── Dataset excerpts
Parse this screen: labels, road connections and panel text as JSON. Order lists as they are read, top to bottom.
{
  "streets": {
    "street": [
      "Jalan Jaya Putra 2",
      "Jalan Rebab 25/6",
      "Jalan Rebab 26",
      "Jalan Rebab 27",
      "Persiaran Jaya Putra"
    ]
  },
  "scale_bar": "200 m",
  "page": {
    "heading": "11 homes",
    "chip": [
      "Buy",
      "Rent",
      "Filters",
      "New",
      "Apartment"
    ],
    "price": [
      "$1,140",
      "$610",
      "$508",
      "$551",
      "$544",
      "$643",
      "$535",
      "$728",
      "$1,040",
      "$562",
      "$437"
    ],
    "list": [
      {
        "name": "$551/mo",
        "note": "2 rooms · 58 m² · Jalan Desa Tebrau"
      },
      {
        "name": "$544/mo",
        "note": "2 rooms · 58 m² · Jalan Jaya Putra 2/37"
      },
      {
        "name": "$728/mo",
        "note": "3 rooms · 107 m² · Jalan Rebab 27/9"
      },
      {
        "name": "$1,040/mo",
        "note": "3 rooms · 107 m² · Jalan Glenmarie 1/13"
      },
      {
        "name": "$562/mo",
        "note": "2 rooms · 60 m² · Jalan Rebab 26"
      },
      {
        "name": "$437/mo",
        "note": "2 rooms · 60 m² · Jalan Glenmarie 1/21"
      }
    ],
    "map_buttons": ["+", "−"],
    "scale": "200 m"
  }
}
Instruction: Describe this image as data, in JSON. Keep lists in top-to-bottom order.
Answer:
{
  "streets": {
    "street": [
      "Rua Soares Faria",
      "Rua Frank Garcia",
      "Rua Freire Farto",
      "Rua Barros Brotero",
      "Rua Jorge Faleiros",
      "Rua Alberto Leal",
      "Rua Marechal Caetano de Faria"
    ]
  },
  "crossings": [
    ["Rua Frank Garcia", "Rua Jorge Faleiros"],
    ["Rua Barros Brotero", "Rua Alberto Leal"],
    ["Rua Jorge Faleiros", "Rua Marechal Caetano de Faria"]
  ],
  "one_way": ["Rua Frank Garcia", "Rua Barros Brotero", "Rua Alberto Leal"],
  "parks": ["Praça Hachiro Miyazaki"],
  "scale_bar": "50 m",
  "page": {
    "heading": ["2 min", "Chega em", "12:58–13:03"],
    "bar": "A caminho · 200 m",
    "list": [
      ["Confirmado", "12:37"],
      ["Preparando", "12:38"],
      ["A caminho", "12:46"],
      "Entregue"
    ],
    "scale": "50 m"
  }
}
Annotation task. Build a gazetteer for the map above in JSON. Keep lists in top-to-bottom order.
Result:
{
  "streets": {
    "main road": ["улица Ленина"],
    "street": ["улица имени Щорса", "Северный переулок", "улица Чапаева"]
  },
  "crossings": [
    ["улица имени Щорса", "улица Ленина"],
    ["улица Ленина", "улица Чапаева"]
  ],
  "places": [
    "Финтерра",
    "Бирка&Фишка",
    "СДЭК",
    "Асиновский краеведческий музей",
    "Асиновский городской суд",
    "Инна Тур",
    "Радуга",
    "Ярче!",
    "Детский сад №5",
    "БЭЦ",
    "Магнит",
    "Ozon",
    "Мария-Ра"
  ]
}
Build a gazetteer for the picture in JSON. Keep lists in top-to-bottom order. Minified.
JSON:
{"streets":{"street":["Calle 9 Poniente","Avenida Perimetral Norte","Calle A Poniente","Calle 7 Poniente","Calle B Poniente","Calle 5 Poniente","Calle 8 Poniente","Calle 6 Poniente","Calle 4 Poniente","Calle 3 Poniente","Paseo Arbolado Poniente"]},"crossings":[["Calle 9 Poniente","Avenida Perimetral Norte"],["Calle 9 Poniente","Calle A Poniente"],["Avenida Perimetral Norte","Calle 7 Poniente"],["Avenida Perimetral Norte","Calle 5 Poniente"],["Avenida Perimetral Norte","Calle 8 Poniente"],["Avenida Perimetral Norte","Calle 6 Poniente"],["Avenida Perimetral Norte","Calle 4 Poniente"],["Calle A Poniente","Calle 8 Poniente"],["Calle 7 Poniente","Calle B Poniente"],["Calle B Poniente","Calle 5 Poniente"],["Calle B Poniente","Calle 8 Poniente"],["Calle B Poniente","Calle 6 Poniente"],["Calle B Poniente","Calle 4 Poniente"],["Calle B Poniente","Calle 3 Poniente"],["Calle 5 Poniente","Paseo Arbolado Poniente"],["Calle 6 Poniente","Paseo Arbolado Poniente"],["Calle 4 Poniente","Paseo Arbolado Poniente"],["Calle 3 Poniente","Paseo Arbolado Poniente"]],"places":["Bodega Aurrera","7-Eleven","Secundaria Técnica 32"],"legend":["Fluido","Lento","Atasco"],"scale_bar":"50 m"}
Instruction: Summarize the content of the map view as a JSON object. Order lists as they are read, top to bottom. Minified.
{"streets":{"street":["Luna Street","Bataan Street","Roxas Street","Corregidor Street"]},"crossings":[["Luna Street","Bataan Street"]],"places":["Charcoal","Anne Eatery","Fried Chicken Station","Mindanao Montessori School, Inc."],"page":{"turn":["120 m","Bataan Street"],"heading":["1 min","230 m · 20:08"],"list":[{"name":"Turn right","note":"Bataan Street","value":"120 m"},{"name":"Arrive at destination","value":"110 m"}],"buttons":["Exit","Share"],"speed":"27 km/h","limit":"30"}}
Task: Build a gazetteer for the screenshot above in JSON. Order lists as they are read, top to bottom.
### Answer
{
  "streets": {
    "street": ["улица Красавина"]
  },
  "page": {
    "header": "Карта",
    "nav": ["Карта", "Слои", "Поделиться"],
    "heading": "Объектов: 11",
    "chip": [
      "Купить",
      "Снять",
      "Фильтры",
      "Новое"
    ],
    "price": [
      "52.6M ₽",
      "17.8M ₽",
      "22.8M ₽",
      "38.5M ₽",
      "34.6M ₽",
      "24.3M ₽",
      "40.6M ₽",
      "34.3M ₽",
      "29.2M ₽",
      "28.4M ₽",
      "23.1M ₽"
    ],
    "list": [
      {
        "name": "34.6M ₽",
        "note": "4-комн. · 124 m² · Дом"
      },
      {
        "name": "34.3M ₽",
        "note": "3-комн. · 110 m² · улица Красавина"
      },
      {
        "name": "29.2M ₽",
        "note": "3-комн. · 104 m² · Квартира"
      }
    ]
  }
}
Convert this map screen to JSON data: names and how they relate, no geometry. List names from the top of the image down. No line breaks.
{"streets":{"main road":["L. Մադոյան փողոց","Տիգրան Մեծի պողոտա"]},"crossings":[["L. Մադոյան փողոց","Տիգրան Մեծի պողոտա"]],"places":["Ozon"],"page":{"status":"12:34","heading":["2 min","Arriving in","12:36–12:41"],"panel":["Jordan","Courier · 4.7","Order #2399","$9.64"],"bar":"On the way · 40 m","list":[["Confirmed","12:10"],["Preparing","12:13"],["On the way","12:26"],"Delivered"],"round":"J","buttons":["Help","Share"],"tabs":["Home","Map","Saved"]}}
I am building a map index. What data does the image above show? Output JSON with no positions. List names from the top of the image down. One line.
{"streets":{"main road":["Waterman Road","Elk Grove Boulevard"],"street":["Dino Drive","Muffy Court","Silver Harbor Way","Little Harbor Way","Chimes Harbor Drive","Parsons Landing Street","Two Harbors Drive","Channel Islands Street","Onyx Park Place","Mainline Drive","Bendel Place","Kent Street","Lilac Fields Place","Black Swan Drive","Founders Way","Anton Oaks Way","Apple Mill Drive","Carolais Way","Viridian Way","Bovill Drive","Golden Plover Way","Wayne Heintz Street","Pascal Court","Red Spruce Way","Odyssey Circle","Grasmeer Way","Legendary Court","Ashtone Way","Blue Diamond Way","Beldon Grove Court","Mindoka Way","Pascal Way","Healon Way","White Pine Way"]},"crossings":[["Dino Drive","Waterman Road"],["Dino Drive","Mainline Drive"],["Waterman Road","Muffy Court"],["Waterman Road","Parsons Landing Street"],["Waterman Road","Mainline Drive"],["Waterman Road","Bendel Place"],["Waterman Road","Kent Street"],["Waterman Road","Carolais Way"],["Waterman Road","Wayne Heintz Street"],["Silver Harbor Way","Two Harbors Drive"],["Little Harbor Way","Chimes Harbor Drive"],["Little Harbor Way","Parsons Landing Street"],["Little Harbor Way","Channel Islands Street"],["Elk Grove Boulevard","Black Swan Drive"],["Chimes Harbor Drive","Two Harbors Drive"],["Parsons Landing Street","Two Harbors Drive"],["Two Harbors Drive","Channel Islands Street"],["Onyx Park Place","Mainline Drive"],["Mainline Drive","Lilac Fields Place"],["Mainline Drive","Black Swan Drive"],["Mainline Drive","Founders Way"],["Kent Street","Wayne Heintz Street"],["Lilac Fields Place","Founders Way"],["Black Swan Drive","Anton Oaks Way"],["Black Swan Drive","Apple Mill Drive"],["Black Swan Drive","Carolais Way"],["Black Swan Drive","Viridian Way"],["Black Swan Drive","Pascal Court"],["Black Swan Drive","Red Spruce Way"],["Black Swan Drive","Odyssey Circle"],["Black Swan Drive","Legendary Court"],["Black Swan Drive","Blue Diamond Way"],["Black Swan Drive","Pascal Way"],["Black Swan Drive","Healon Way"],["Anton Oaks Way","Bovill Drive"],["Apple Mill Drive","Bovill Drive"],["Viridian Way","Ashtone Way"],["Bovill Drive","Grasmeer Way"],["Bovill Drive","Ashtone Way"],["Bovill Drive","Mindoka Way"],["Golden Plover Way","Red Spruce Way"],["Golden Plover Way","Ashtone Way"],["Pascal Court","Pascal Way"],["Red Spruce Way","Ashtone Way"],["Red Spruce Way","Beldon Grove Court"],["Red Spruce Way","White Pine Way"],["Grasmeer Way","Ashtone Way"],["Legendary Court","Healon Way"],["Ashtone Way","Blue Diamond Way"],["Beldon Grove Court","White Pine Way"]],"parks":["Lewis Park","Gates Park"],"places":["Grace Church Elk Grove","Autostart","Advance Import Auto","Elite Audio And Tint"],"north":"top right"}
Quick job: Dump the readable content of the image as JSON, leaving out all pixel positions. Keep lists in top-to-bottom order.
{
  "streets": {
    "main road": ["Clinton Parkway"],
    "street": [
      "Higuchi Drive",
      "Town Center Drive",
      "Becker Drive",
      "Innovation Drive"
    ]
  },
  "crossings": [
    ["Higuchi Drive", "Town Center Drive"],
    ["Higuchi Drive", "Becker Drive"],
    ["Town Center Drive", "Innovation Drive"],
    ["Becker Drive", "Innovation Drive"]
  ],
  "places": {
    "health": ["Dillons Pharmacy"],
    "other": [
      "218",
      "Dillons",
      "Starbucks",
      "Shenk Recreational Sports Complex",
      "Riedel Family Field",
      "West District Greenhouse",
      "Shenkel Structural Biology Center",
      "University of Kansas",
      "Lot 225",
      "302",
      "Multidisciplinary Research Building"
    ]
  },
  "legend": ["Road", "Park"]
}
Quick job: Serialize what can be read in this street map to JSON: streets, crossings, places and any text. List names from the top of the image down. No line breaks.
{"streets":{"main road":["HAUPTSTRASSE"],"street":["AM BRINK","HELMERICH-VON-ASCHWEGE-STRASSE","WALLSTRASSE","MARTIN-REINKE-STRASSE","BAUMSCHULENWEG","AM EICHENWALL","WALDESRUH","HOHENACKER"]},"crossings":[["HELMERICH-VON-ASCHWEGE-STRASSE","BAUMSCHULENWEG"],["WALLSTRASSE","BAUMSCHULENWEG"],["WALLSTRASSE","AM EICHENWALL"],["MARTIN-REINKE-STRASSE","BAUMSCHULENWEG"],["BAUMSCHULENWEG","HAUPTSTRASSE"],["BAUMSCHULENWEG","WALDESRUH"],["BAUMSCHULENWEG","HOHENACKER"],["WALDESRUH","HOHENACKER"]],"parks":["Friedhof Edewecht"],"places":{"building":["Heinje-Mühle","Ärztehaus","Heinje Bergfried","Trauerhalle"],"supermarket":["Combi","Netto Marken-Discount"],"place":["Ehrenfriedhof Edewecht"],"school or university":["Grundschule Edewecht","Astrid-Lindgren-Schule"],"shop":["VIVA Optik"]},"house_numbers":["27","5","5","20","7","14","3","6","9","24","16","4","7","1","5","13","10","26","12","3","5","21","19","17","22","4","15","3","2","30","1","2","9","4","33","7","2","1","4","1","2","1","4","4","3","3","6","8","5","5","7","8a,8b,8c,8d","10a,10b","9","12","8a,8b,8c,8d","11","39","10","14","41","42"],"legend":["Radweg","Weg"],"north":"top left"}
────
■ The task:
Only the lines from the one that contains "Quick job: Serialize" to the end of the data should be output, exactly as they appear.

■ Exercise answer:
Quick job: Serialize what can be read in this street map to JSON: streets, crossings, places and any text. List names from the top of the image down. No line breaks.
{"streets":{"main road":["HAUPTSTRASSE"],"street":["AM BRINK","HELMERICH-VON-ASCHWEGE-STRASSE","WALLSTRASSE","MARTIN-REINKE-STRASSE","BAUMSCHULENWEG","AM EICHENWALL","WALDESRUH","HOHENACKER"]},"crossings":[["HELMERICH-VON-ASCHWEGE-STRASSE","BAUMSCHULENWEG"],["WALLSTRASSE","BAUMSCHULENWEG"],["WALLSTRASSE","AM EICHENWALL"],["MARTIN-REINKE-STRASSE","BAUMSCHULENWEG"],["BAUMSCHULENWEG","HAUPTSTRASSE"],["BAUMSCHULENWEG","WALDESRUH"],["BAUMSCHULENWEG","HOHENACKER"],["WALDESRUH","HOHENACKER"]],"parks":["Friedhof Edewecht"],"places":{"building":["Heinje-Mühle","Ärztehaus","Heinje Bergfried","Trauerhalle"],"supermarket":["Combi","Netto Marken-Discount"],"place":["Ehrenfriedhof Edewecht"],"school or university":["Grundschule Edewecht","Astrid-Lindgren-Schule"],"shop":["VIVA Optik"]},"house_numbers":["27","5","5","20","7","14","3","6","9","24","16","4","7","1","5","13","10","26","12","3","5","21","19","17","22","4","15","3","2","30","1","2","9","4","33","7","2","1","4","1","2","1","4","4","3","3","6","8","5","5","7","8a,8b,8c,8d","10a,10b","9","12","8a,8b,8c,8d","11","39","10","14","41","42"],"legend":["Radweg","Weg"],"north":"top left"}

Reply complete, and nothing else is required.